Bernard had returned and was angrily discussing with the re-assembled legal team, “Travesty of justice, travesty of justice”. The psychology of that is - if you overheard you were meant to overhear. It had taken exactly a year for the assault to come to court and Terry did try to justify his assault on me when he was unhinged at the anniversary of his mother’s funeral. So for the third time it was not his lucky time of the year.

Terry Stanton never accepted he was guilty and once offered me a thousand pounds if I would make a public statement to that effect. He asserts that I committed perjury. Four years later we were on the Esther Rantzen programme together when he was aggressively arguing with Esther about wanting a re-start start of the recorded show because it was not going the way he had agreed with the producer. He and his father had been offered places with me on the stage and they had refused and accepted two centre seats in the front row of the audience. I dramatically intervened with.

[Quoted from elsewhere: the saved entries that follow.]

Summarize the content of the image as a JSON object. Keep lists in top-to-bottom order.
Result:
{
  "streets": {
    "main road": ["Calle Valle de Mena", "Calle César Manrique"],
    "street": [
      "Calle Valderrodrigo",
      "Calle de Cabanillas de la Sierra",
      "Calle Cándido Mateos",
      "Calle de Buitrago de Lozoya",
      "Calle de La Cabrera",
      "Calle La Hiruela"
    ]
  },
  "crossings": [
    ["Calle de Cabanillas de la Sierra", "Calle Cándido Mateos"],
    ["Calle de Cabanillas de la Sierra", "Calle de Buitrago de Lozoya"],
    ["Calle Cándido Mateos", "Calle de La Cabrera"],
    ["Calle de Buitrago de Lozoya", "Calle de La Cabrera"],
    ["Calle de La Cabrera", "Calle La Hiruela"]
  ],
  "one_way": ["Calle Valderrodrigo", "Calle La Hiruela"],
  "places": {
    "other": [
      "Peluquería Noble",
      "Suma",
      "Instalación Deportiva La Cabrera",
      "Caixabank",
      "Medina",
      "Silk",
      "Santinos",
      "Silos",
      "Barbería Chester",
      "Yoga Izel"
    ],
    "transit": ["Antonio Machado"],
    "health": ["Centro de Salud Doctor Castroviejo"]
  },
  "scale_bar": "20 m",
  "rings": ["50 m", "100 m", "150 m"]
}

“He hit me”. This was sheer show biz. The Stantons threatened an injunction to stop the broadcast but it went out in full. Five years after that the BBC "Neighbours at War" documentary screened Stanton still denying that he hit me, and both sides of the issue were put to the viewers. Terry should have left it alone because it only publicised the criminal record he had acquired. The tree contractors refused to go on the programme and of course whatever their testimony, it would have been conclusive to the audience. In court the solicitor wiz kid asked the CPS why the workmen had not been subpoenaed but very noticeably did not press the matter. The tree men would hardly be sympathetic after being pressure hosed and stoned and would not have kept quiet about the existence of a firearm. I could not give that in my evidence because it was hearsay. The quality of the defence was so very poor and that had a profound effect upon me in the litigious circumstances of the next few years. But really it was the quality of the initial advice that is at fault in not advising their client to plead guilty or more essentially using the momentum of the civil court proceeding to come to a settlement. That was an ethically sound idea. Ethically sound ideas do not pay. There is a little pot of gold in the considerable resources of his wealthy client latching on to the Jones’s small detached and retirement savings and the progress of the civil action seemed to be going so well. The ‘poor’ City Centre solicitor has to earn a living somehow - what better way than relieve a sixty-four year old couple of their home? You see the welfare state was set up as a backstop to re-house them so no compassion here. This morning’s foray into the neighbour quarrel was a nice little payer –better than last months dip into the county court –the barrister had three quarters of that. Never mind the poor performance – every one has their bad day – no need to bother if you win or lose – for a lawyer every day is a good day – and giving them a good look as we headed for home the defence team were far happier than their clients.

And oh boy, were the police pleased? The man said,

“Most unusual, they usually get away with it”. But the woman gave us both a hug.